▶ **WHAT IS EXPECTED**:
What are the lines, word for word, from the line with "For a GIS import: Describe" up to and including the line with "Quick job: Build" in the records below? Omit the pictures.

▶ **MATERIAL SUPPLIED**:
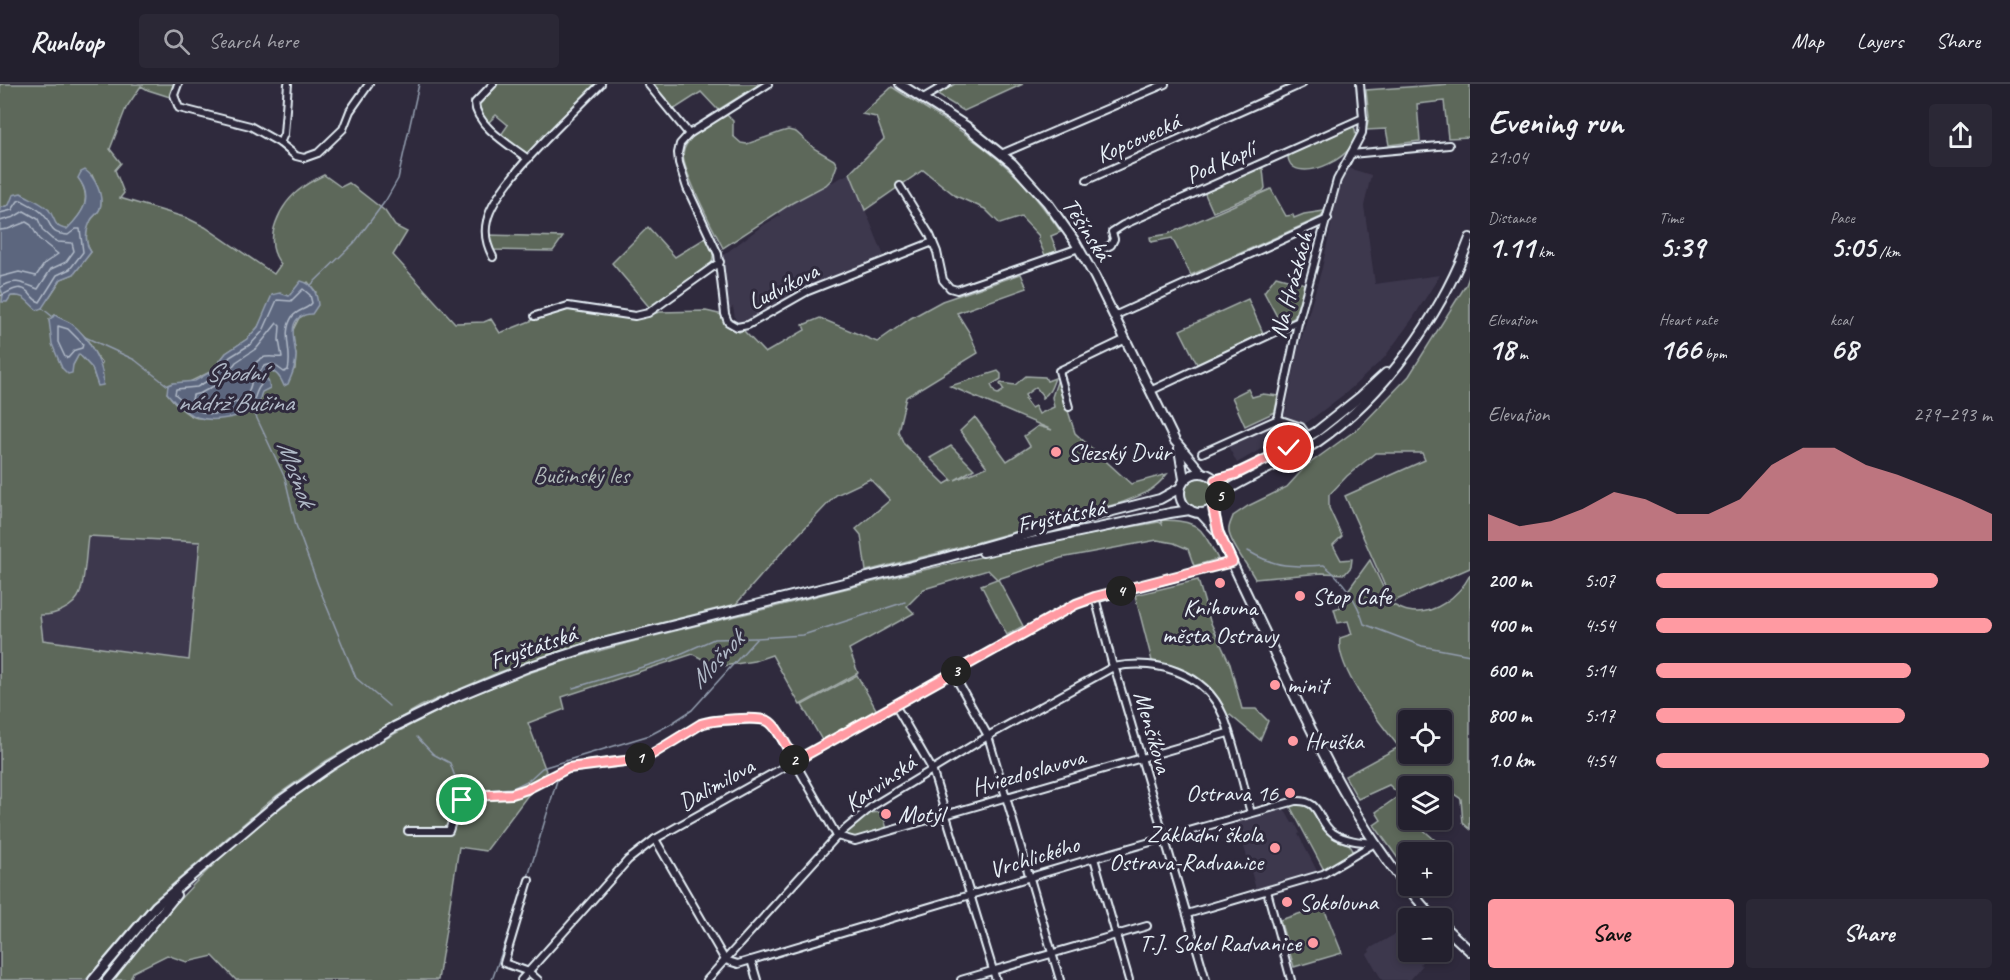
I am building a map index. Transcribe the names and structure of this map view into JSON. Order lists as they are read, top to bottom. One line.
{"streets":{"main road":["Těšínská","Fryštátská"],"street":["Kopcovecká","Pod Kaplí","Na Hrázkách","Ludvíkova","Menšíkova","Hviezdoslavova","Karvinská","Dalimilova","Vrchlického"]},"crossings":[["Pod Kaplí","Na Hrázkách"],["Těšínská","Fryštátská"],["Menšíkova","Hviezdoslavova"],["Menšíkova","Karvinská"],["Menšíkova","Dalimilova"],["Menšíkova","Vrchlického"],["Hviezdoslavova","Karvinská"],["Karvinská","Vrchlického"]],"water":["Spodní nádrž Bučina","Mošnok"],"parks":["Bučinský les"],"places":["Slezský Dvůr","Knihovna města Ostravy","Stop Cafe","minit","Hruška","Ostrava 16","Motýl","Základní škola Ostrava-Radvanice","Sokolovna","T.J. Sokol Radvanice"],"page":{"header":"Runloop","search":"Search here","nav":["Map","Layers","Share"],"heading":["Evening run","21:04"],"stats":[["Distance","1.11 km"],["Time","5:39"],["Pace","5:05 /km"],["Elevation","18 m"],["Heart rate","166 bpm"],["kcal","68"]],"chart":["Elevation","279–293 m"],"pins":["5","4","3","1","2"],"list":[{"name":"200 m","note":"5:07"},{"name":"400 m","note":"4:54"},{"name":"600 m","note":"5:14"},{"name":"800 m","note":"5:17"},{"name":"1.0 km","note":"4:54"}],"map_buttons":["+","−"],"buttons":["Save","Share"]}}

==

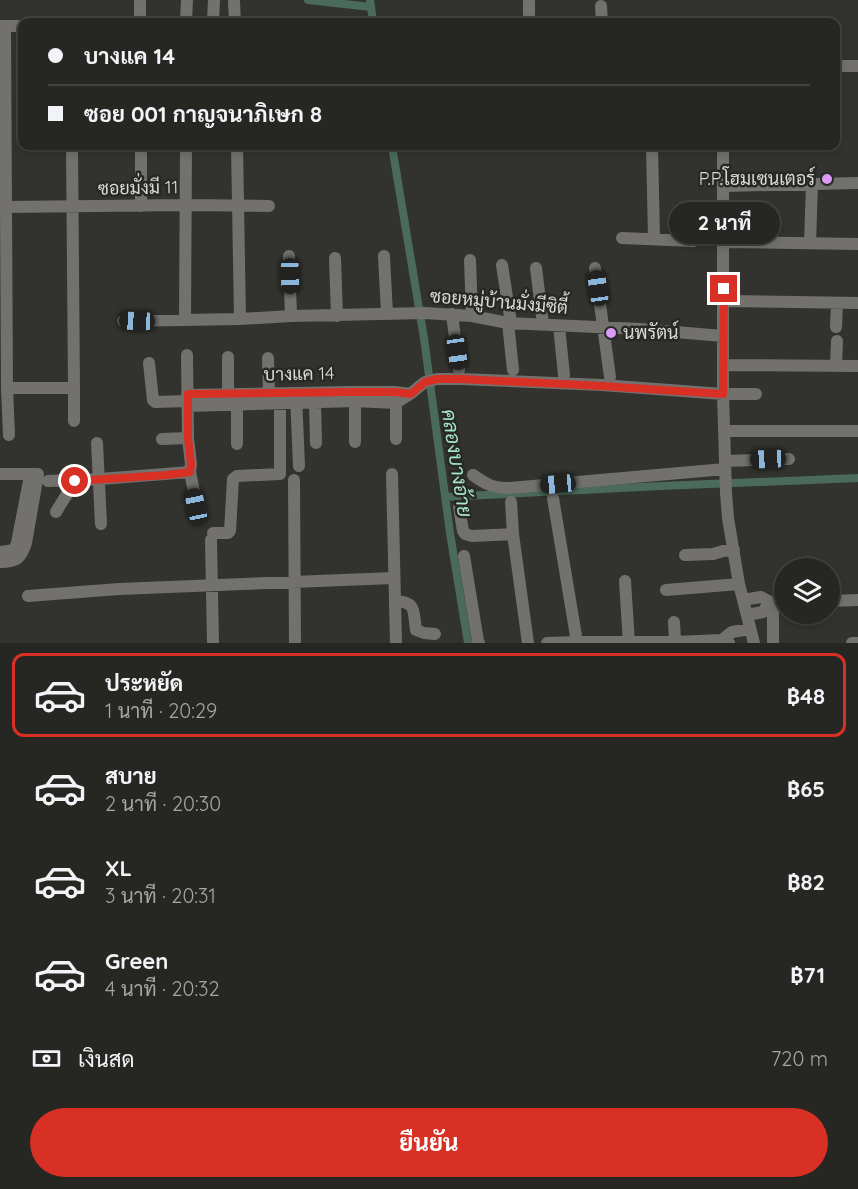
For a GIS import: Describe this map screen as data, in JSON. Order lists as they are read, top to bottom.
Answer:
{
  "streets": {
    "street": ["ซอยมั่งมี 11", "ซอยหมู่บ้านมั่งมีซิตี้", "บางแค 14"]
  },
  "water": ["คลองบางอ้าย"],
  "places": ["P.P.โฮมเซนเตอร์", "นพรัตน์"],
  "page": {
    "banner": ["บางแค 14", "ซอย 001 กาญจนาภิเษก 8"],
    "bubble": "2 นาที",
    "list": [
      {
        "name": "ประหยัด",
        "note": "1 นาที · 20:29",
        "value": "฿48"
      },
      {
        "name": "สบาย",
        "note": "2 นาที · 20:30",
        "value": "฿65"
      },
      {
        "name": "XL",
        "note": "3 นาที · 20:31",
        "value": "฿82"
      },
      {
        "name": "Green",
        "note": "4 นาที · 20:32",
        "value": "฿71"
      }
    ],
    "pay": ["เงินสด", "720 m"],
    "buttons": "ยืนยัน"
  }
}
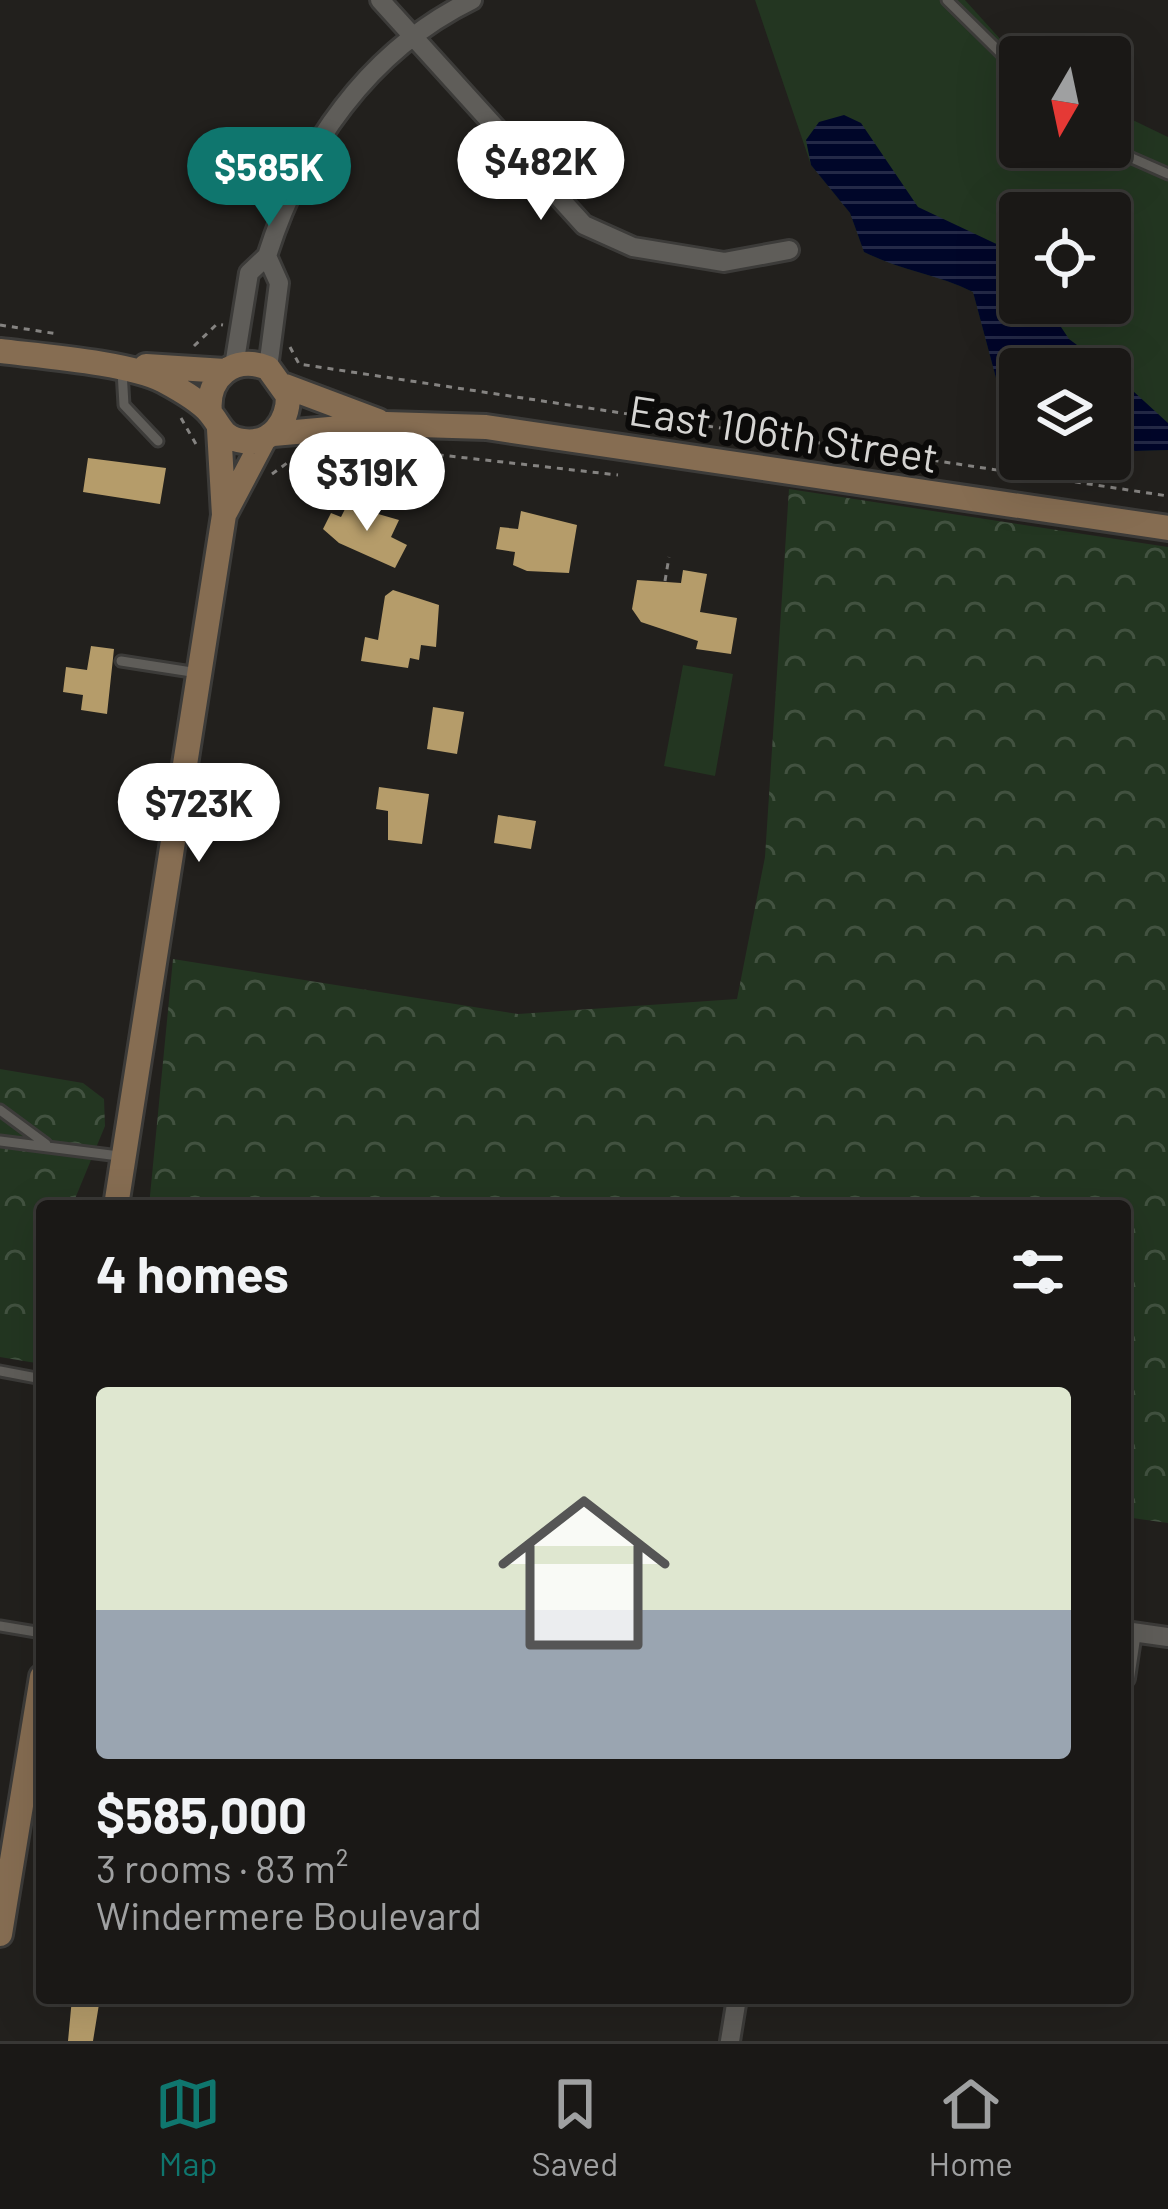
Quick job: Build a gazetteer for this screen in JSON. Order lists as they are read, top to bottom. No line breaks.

---

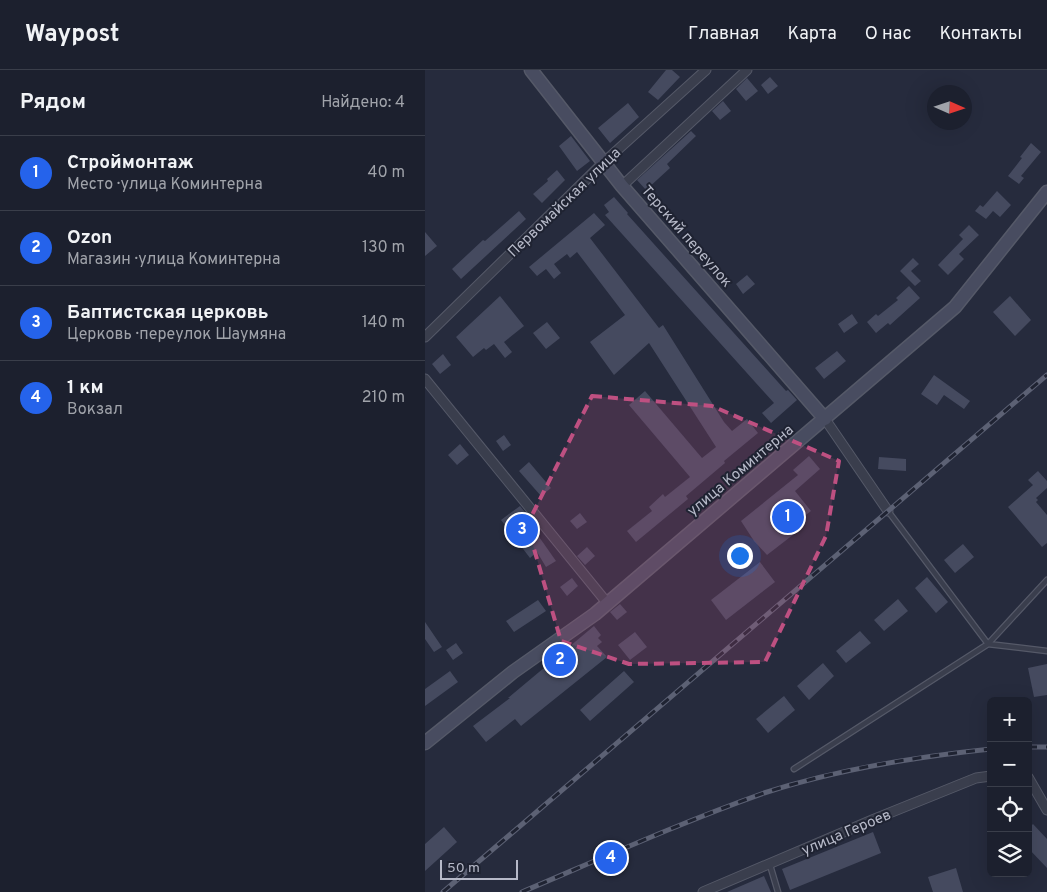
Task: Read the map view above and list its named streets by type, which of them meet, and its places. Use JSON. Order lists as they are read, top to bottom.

▶ **SOLUTION BELOW**:
For a GIS import: Describe this map screen as data, in JSON. Order lists as they are read, top to bottom.
Answer:
{
  "streets": {
    "street": ["ซอยมั่งมี 11", "ซอยหมู่บ้านมั่งมีซิตี้", "บางแค 14"]
  },
  "water": ["คลองบางอ้าย"],
  "places": ["P.P.โฮมเซนเตอร์", "นพรัตน์"],
  "page": {
    "banner": ["บางแค 14", "ซอย 001 กาญจนาภิเษก 8"],
    "bubble": "2 นาที",
    "list": [
      {
        "name": "ประหยัด",
        "note": "1 นาที · 20:29",
        "value": "฿48"
      },
      {
        "name": "สบาย",
        "note": "2 นาที · 20:30",
        "value": "฿65"
      },
      {
        "name": "XL",
        "note": "3 นาที · 20:31",
        "value": "฿82"
      },
      {
        "name": "Green",
        "note": "4 นาที · 20:32",
        "value": "฿71"
      }
    ],
    "pay": ["เงินสด", "720 m"],
    "buttons": "ยืนยัน"
  }
}
Quick job: Build a gazetteer for this screen in JSON. Order lists as they are read, top to bottom. No line breaks.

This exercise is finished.